◆ Work required:
Write out again, exactly as they appear, the lines from the start of the data below through the line with "g.lineJoin = 'round';"; no pictures.

(Stored data entries)

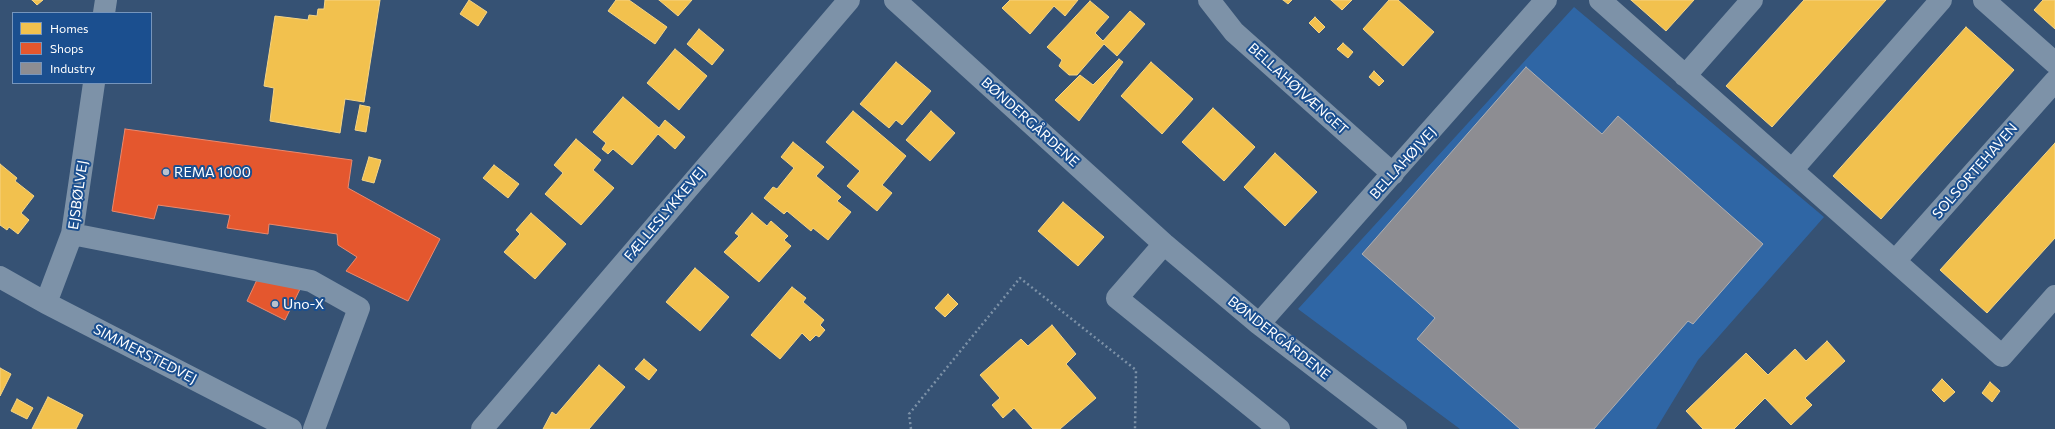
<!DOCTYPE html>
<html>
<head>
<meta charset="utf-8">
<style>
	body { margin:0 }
	#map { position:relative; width:2055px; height:429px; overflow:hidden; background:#365274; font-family:Commissioner,sans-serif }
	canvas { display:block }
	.legend { position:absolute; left:12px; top:12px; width:140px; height:72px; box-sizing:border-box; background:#1b4f8f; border:1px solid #7695bc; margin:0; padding:5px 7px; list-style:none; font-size:12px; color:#fff }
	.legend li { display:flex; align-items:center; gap:8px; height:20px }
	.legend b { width:20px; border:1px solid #7695bc }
</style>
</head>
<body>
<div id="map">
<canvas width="2055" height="429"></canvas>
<ul class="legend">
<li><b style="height:11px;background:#f2c14e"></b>Homes</li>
<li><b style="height:11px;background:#e4572e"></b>Shops</li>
<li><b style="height:11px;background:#8d8d92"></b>Industry</li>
</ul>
</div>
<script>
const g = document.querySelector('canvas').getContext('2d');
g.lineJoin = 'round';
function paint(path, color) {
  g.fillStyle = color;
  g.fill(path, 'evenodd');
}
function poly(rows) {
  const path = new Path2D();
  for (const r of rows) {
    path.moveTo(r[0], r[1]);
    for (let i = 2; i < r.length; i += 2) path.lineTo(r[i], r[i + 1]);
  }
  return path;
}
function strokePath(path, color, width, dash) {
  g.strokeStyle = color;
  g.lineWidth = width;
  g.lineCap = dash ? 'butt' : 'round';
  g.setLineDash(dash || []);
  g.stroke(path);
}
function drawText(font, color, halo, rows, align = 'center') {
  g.font = font + ' Commissioner,sans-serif';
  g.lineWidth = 4;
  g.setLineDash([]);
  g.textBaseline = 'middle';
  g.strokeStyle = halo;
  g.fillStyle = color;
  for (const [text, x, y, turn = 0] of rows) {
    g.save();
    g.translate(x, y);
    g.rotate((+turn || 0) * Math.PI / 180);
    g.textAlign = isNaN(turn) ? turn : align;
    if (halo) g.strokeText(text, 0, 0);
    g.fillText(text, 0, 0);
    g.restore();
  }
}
const green = poly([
	[1574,7,1824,217,1698,360,1656,429,1460,429,1298,309]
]);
const homes = poly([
	[32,0,43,0,37,5,32,0],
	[325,0,380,0,364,102,345,99,340,133,270,121,274,88,264,86,275,16,308,20,309,15,317,16,318,9,324,9,325,0],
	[469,0,487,12,478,26,460,14,469,0],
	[616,0,629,0,667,27,655,44,608,11,616,0],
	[659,0,692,0,678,16,659,0],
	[1010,0,1078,0,1065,16,1054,6,1030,34,1002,8,1010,0],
	[1283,0,1292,0,1288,4,1283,0],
	[1331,0,1352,0,1342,10,1331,0],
	[1389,0,1398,0,1434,32,1403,66,1363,29,1389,0],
	[1631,0,1694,0,1666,31,1631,0],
	[1804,0,1886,0,1772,127,1726,86,1804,0],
	[2043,0,2055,0,2055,29,2034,10,2043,0],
	[1090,1,1109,17,1095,33,1103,41,1130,11,1145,24,1117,56,1104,44,1077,75,1069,75,1059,66,1062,60,1047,47,1090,1],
	[1315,17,1325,27,1319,33,1309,23,1315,17],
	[1966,27,2014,70,1881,219,1833,176,1966,27],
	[699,29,724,50,712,65,687,44,699,29],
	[1343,43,1353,52,1348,58,1337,49,1343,43],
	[675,49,707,76,679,110,647,83,675,49],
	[1119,59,1123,62,1079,121,1055,100,1080,75,1093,85,1119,59],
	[896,62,931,91,902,125,896,120,889,128,860,104,896,62],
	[1151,62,1193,99,1162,134,1121,96,1151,62],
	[1374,71,1384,81,1379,86,1369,77,1374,71],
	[623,97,659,128,665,120,685,137,675,149,658,134,632,165,613,149,608,154,602,149,606,143,593,132,623,97],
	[360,105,370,107,366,132,355,130,360,105],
	[1213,108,1255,147,1224,181,1182,142,1213,108],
	[853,111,906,156,882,185,892,193,877,211,847,186,860,171,826,142,853,111],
	[931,111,955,133,930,161,906,140,931,111],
	[576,139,601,160,593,170,614,188,581,225,545,194,563,173,554,165,576,139],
	[793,142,824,167,816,176,841,197,837,201,851,212,828,240,813,228,811,231,787,211,784,214,764,198,773,187,777,189,794,168,781,157,793,142],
	[2055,143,2055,238,1987,313,1940,270,2055,143],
	[1275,153,1317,192,1285,226,1244,187,1275,153],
	[369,157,381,160,374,183,362,180,369,157],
	[0,164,17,178,15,181,34,196,21,213,29,220,18,234,9,227,7,230,0,225,0,164],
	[494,165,519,184,508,198,483,178,494,165],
	[1063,202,1104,237,1078,266,1038,231,1063,202],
	[531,213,566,244,535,279,504,252,520,234,516,230,531,213],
	[752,213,767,226,771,221,788,236,784,240,791,246,759,282,724,252,739,236,735,233,752,213],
	[695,268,729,297,700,331,666,302,695,268],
	[792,287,806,298,803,302,824,320,820,325,825,330,819,337,816,335,810,341,802,333,780,359,751,335,792,287],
	[948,294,958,304,945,317,935,308,948,294],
	[1052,325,1076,354,1066,364,1096,398,1060,429,1033,429,1014,408,1003,418,992,405,1000,398,980,375,1021,339,1028,346,1052,325],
	[1827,341,1845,361,1805,398,1812,405,1791,425,1765,398,1734,429,1703,429,1686,411,1746,353,1768,375,1795,349,1806,361,1827,341],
	[644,359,657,370,649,380,635,369,644,359],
	[599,365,625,387,589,429,543,429,552,412,556,415,599,365],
	[0,368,11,374,0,396,0,368],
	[1942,379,1955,392,1944,402,1932,390,1942,379],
	[1990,382,2000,391,1992,402,1982,393,1990,382],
	[48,397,83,415,76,429,32,429,48,397],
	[17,399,33,408,27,419,11,411,17,399]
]);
const shops = poly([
	[125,129,352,160,348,188,440,239,408,301,346,271,357,257,338,245,337,234,269,224,268,234,227,228,230,215,158,205,154,219,112,211,125,129],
	[262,269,300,289,285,320,247,301,262,269]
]);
const industry = poly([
	[1526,67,1602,134,1618,116,1763,244,1693,324,1688,321,1594,429,1520,429,1417,339,1435,318,1362,254,1526,67]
]);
const path = poly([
	[911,429,909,414,1020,278,1136,370,1135,429]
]);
const minor = poly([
	[895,0,1164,244,1259,324,1396,429],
	[1209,0,1234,32,1393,174],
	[1600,0,2002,356,2055,296],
	[1984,0,2055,63],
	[104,13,106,0],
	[1685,76,1752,0],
	[1792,170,1941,0],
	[72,234,311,281,359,308,314,429],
	[1164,244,1117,298,1279,429],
	[1895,261,2055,81],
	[0,277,46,303,291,429],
	[46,303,72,234,94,83],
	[1259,324,1546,0],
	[482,429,849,0]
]);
const markers = [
	[166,172,4,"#b9c2ce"],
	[275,304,4,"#b9c2ce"]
];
const streetNames = [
	["BELLAHØJVÆNGET",1298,89,42],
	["BØNDERGÅRDENE",1030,122,42],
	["BELLAHØJVEJ",1403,163,-48],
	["SOLSORTEHAVEN",1975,171,-49],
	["EJSBØLVEJ",78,195,-82],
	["FÆLLESLYKKEVEJ",665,214,-50],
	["BØNDERGÅRDENE",1279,338,38],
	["SIMMERSTEDVEJ",145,354,27]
];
const poiNames = [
	["REMA 1000",174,172],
	["Uno-X",283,304]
];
paint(green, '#2f66a5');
paint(homes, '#f2c14e');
strokePath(homes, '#f6d483', 1);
paint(shops, '#e4572e');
strokePath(shops, '#ec896d', 1);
paint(industry, '#8d8d92');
strokePath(industry, '#afafb3', 1);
strokePath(path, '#7d92a8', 2.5, [2, 3]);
strokePath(minor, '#7d92a8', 22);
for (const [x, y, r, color] of markers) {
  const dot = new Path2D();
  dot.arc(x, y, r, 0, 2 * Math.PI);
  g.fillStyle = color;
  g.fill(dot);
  strokePath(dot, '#1b4f8f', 1.5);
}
drawText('14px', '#fff', '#1b4f8f', streetNames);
drawText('14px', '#fff', '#1b4f8f', poiNames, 'left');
</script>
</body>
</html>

◆ Solution below:
<!DOCTYPE html>
<html>
<head>
<meta charset="utf-8">
<style>
	body { margin:0 }
	#map { position:relative; width:2055px; height:429px; overflow:hidden; background:#365274; font-family:Commissioner,sans-serif }
	canvas { display:block }
	.legend { position:absolute; left:12px; top:12px; width:140px; height:72px; box-sizing:border-box; background:#1b4f8f; border:1px solid #7695bc; margin:0; padding:5px 7px; list-style:none; font-size:12px; color:#fff }
	.legend li { display:flex; align-items:center; gap:8px; height:20px }
	.legend b { width:20px; border:1px solid #7695bc }
</style>
</head>
<body>
<div id="map">
<canvas width="2055" height="429"></canvas>
<ul class="legend">
<li><b style="height:11px;background:#f2c14e"></b>Homes</li>
<li><b style="height:11px;background:#e4572e"></b>Shops</li>
<li><b style="height:11px;background:#8d8d92"></b>Industry</li>
</ul>
</div>
<script>
const g = document.querySelector('canvas').getContext('2d');
g.lineJoin = 'round';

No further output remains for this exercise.